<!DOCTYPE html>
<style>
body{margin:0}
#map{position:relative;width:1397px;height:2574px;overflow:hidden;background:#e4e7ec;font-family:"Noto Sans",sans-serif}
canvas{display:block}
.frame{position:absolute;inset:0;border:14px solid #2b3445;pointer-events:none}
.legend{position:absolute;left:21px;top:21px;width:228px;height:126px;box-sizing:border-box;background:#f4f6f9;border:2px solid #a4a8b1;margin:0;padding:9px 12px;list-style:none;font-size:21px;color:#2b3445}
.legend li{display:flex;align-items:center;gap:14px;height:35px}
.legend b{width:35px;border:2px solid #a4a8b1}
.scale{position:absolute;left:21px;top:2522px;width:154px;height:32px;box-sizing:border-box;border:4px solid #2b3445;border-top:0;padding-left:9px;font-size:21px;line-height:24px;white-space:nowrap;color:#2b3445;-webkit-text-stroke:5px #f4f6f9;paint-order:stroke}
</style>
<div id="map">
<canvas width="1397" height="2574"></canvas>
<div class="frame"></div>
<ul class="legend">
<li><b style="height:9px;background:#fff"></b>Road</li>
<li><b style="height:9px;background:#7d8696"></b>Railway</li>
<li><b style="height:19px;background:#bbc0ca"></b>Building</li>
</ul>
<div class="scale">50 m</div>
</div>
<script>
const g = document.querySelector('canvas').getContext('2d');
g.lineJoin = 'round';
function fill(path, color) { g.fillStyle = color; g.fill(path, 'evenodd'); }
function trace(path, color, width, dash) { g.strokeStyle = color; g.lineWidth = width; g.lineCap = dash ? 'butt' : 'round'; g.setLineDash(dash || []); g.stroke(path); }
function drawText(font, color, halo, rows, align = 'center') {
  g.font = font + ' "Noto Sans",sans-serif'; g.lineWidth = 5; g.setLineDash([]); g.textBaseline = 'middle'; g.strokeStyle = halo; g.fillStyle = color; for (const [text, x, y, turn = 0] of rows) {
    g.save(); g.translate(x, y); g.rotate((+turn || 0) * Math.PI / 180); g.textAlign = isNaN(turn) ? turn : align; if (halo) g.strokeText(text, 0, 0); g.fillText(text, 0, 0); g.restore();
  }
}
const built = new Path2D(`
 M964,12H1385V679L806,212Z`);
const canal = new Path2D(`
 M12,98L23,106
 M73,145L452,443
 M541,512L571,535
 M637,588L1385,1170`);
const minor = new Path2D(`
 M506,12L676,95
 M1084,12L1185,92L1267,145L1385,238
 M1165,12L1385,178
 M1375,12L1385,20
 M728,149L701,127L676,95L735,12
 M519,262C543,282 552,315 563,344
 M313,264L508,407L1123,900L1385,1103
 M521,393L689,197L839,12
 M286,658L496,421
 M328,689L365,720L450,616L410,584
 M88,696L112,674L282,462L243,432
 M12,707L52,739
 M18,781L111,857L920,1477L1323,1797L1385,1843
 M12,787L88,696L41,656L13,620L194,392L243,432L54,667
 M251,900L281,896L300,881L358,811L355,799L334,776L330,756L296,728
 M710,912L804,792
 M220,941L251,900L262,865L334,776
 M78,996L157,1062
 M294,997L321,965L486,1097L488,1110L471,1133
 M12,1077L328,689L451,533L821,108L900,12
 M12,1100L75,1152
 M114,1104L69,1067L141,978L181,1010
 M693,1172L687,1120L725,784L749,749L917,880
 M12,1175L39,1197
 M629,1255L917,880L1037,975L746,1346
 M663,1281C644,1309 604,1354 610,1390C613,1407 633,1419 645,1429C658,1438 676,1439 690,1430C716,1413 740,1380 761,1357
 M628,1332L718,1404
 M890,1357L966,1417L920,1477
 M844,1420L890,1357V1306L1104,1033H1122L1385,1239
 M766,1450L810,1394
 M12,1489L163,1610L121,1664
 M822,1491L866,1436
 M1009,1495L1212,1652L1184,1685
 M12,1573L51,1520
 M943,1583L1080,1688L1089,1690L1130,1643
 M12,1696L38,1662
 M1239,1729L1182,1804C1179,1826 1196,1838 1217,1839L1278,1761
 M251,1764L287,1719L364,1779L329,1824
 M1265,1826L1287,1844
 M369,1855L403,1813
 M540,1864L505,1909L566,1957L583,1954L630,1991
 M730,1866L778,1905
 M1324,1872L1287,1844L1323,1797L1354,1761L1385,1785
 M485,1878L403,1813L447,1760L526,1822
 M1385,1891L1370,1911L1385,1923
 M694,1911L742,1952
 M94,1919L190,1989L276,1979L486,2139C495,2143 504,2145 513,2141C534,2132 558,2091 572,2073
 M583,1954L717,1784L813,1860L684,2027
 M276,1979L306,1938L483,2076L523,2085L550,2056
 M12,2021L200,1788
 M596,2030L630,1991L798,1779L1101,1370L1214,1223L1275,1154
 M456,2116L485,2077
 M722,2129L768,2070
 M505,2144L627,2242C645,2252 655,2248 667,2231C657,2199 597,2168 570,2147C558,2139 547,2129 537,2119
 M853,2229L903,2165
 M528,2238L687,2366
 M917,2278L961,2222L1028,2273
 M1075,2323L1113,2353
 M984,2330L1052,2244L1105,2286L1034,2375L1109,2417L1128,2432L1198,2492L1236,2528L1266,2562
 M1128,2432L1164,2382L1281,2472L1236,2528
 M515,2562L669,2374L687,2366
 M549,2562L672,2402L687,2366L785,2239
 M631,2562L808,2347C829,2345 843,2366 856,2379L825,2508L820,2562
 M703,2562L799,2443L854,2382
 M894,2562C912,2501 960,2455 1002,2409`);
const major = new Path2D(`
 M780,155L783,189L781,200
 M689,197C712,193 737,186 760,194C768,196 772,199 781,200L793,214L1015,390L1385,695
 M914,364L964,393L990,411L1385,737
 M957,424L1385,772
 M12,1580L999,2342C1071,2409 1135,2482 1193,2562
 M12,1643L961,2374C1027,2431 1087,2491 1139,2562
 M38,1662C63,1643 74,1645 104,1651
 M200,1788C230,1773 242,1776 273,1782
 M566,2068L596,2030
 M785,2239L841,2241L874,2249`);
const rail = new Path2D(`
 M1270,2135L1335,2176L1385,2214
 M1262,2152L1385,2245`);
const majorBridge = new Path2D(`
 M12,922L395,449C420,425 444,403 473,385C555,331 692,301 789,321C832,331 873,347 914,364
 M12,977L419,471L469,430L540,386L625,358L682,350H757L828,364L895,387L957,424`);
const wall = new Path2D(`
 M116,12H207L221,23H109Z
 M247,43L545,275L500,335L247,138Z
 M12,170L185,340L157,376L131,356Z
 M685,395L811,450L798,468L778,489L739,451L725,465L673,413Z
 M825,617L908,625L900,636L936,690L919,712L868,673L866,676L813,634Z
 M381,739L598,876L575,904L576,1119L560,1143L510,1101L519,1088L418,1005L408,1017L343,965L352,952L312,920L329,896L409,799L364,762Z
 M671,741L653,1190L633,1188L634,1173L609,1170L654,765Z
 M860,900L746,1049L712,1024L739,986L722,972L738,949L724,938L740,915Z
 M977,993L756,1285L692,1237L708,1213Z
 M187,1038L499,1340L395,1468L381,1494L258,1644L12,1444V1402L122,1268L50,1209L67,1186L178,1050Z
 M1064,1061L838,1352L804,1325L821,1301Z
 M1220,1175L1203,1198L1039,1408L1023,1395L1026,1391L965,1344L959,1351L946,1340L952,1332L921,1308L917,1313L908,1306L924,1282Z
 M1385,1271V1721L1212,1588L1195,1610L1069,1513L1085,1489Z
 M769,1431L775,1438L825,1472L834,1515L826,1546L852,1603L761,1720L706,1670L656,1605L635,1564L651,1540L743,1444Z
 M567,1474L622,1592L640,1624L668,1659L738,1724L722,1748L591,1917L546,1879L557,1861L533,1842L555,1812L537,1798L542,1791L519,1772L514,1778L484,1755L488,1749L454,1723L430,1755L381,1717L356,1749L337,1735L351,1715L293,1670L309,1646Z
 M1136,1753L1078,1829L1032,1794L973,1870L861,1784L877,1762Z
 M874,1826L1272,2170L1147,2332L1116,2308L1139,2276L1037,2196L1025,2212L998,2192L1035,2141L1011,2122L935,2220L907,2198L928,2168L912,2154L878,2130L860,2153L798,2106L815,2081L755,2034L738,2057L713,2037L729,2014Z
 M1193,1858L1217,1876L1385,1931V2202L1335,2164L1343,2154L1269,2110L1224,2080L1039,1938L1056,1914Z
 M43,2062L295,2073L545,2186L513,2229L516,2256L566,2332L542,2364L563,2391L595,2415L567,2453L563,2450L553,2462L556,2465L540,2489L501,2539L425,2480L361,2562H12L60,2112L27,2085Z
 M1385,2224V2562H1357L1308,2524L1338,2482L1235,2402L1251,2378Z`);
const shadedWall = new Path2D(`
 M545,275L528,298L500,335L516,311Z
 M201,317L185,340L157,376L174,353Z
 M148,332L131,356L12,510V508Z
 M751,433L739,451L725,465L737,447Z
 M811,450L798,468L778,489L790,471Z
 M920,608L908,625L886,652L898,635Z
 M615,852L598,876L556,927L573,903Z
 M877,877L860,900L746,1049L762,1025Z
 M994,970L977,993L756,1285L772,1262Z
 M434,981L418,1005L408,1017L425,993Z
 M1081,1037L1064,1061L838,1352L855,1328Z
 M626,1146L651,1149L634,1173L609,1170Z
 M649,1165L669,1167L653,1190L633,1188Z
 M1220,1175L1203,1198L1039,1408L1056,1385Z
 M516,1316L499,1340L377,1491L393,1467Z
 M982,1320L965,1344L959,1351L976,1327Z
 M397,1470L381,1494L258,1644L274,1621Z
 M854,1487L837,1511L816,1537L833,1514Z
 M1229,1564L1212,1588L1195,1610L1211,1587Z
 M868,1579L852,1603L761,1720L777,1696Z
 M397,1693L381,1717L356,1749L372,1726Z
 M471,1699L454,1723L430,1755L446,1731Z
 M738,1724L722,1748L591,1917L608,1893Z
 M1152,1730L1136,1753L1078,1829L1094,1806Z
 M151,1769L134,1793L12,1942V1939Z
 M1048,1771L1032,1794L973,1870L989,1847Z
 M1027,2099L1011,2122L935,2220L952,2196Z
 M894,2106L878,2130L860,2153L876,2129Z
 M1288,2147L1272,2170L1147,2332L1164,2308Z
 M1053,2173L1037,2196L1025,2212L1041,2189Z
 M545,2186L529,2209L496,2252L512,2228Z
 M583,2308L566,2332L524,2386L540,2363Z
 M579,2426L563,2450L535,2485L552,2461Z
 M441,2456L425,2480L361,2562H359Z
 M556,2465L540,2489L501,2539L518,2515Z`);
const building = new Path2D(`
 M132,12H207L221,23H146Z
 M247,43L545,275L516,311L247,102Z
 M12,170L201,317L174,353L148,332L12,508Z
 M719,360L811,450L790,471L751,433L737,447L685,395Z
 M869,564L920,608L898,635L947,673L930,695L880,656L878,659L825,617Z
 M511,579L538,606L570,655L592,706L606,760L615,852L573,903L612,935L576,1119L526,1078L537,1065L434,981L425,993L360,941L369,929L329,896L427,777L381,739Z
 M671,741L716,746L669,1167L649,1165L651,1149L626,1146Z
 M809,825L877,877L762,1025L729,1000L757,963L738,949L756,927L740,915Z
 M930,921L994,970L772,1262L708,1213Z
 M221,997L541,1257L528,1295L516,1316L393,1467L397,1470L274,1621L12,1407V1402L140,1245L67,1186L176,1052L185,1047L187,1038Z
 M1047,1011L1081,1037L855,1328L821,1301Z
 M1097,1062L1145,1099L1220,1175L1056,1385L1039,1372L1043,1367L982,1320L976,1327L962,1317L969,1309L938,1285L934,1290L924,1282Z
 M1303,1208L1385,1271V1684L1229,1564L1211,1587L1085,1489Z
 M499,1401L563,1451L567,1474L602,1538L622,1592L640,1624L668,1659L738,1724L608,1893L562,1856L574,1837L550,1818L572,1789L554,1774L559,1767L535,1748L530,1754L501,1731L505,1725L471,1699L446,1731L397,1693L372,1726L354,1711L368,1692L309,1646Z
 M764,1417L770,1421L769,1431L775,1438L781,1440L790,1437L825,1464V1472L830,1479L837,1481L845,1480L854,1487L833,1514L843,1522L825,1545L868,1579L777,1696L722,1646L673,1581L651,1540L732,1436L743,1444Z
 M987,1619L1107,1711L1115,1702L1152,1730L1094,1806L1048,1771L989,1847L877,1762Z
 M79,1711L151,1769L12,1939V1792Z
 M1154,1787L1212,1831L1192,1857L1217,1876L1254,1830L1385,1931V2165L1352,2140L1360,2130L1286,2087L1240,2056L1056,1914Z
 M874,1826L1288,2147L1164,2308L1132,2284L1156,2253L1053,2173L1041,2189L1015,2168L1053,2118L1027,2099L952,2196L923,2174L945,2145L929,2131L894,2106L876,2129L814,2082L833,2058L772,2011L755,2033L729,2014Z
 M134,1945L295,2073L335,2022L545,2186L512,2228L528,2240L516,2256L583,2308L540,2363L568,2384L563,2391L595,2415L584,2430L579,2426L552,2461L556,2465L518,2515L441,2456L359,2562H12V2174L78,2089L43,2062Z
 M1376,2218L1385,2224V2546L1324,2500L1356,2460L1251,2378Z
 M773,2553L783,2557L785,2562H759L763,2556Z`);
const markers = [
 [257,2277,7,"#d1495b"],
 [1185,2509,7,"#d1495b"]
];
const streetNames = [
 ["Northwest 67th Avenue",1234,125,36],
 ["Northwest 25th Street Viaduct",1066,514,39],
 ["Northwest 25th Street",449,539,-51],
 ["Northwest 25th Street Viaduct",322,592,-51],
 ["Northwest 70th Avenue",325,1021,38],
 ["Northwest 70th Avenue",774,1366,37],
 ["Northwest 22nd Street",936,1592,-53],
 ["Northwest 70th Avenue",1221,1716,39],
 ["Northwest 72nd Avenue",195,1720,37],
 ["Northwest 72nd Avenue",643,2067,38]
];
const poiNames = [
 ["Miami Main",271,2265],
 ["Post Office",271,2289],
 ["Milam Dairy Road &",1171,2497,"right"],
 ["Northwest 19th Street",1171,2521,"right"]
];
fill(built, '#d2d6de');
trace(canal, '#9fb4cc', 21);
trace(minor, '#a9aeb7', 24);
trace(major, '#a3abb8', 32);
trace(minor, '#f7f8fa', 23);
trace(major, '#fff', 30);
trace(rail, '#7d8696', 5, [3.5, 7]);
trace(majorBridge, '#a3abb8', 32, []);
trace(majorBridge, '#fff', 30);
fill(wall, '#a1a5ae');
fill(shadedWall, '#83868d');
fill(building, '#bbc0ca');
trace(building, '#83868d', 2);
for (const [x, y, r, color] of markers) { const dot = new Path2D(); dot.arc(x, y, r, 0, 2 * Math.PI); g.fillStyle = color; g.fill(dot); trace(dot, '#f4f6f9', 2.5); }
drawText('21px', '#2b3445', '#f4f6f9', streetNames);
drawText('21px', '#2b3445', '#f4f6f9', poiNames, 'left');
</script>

## [Work to be completed]
Say how many lines in the records contain the string "none". No other text is needed.

## [Completed task]
2